• What needs to be done:
Tally the lines in the records underneath that contain the string "nowrap", and state the figure by itself.

Extracted data entries
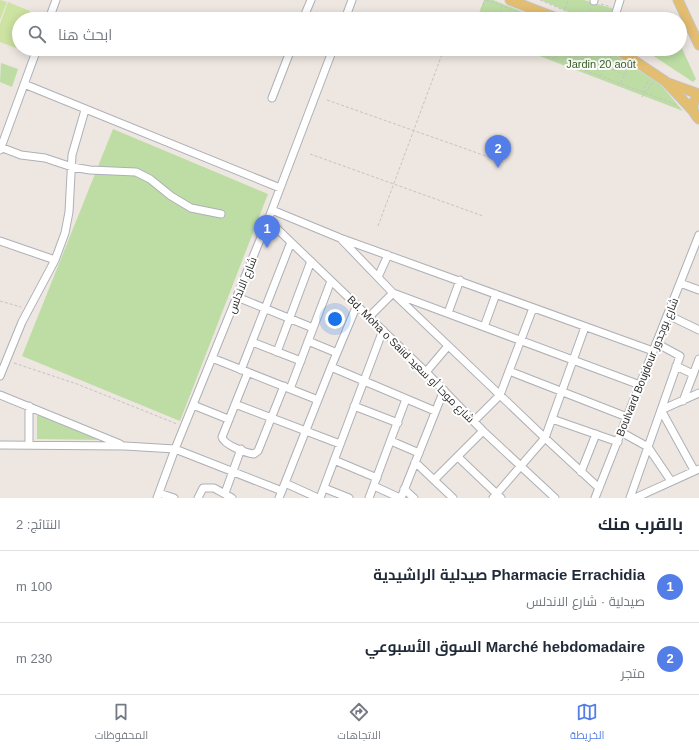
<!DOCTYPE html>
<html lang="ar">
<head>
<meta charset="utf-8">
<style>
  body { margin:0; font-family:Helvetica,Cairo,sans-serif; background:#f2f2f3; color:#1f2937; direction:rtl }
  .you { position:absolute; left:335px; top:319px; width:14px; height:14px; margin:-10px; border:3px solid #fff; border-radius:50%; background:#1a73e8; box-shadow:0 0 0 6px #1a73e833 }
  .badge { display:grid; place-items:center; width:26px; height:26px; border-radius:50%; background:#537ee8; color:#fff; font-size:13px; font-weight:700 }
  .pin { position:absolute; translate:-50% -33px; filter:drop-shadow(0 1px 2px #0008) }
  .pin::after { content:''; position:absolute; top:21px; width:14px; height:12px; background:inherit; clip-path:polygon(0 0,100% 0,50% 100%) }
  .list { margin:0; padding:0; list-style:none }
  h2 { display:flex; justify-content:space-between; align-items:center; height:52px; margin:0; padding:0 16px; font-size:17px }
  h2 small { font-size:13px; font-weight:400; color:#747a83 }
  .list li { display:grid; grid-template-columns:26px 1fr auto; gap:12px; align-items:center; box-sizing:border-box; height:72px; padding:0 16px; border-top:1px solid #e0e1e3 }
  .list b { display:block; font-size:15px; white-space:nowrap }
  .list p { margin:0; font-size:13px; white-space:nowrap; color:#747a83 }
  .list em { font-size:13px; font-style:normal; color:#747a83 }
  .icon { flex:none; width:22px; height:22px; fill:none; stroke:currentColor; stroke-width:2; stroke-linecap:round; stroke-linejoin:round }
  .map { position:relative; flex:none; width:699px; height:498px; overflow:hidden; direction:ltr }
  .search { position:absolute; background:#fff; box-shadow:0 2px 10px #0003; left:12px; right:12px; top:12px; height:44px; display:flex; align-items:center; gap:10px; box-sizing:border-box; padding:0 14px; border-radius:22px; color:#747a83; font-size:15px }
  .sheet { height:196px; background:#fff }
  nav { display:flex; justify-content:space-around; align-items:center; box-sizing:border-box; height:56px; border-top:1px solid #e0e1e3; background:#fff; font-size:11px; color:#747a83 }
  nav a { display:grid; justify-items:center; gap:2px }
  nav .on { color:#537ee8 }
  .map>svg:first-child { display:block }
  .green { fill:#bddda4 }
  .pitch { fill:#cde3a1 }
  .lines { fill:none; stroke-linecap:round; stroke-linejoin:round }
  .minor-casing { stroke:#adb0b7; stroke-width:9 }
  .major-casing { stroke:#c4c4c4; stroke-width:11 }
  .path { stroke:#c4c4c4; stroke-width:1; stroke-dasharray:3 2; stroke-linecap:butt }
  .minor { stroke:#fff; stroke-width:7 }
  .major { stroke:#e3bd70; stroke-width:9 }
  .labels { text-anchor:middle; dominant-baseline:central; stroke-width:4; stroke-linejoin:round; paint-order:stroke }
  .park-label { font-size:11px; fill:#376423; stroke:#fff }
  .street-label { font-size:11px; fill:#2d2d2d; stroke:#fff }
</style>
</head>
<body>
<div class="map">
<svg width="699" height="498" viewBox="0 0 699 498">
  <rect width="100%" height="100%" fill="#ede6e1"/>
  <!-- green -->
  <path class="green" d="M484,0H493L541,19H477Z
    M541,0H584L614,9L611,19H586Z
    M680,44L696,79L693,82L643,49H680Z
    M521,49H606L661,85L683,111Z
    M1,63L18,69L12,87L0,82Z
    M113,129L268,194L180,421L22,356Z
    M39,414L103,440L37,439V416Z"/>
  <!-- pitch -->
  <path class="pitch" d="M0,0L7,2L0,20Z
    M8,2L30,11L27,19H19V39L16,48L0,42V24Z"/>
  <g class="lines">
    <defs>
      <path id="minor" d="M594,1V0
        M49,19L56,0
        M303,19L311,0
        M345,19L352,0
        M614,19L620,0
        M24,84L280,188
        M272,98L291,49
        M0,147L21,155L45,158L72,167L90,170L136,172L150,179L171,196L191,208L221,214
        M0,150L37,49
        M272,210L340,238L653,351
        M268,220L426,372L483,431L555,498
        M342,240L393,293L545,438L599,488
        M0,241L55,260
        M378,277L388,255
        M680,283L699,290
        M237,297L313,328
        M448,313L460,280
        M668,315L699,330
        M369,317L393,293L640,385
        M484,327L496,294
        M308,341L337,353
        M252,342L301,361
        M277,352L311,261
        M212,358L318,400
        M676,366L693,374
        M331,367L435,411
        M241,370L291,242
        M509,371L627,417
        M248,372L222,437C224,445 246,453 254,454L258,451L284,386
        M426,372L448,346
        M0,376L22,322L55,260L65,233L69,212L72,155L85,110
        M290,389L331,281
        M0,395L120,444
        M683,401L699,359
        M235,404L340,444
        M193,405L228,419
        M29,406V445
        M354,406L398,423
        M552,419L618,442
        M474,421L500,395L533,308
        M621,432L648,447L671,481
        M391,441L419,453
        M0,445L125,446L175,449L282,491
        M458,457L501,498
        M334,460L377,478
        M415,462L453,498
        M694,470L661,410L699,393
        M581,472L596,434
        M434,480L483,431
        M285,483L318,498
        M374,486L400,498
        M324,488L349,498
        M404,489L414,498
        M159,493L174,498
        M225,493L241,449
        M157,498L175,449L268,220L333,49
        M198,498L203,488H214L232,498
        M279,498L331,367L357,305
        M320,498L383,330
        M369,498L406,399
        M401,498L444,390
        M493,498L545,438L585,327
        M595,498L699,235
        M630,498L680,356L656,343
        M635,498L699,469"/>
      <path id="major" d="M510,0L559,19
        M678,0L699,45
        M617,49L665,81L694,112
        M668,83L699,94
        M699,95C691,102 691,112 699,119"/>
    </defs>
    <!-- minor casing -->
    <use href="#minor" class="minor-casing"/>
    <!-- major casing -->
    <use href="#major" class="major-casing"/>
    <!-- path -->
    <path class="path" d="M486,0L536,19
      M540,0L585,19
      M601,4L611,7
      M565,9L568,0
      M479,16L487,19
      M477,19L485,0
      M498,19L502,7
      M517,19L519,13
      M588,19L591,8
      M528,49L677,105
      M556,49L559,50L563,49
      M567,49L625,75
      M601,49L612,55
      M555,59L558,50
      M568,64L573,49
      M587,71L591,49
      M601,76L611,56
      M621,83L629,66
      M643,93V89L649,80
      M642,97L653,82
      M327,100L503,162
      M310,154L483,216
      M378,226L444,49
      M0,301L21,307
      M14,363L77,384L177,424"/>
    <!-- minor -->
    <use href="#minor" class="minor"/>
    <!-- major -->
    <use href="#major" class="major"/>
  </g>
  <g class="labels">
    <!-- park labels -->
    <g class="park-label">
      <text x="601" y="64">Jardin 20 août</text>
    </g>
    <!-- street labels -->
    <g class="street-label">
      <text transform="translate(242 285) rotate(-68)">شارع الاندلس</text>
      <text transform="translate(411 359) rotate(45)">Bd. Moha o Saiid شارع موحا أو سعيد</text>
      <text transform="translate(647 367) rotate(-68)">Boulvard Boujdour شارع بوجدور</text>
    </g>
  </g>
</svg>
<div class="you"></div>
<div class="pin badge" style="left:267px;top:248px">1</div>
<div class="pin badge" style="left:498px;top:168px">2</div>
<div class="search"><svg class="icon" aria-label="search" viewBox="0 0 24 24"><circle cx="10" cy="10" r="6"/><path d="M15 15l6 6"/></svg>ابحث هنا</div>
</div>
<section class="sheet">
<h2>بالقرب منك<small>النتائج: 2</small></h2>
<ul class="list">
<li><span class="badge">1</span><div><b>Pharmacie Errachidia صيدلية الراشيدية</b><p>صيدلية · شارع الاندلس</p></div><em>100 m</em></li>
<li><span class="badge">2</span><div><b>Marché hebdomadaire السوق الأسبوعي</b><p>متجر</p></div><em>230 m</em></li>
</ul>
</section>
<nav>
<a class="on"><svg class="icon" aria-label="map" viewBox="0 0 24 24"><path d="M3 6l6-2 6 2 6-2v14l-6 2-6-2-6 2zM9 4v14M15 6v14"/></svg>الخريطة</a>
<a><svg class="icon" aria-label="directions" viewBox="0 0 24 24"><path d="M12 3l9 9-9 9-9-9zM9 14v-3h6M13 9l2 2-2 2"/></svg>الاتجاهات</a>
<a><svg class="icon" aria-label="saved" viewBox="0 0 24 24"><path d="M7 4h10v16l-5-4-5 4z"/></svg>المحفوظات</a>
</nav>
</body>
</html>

• Response to this exercise:
2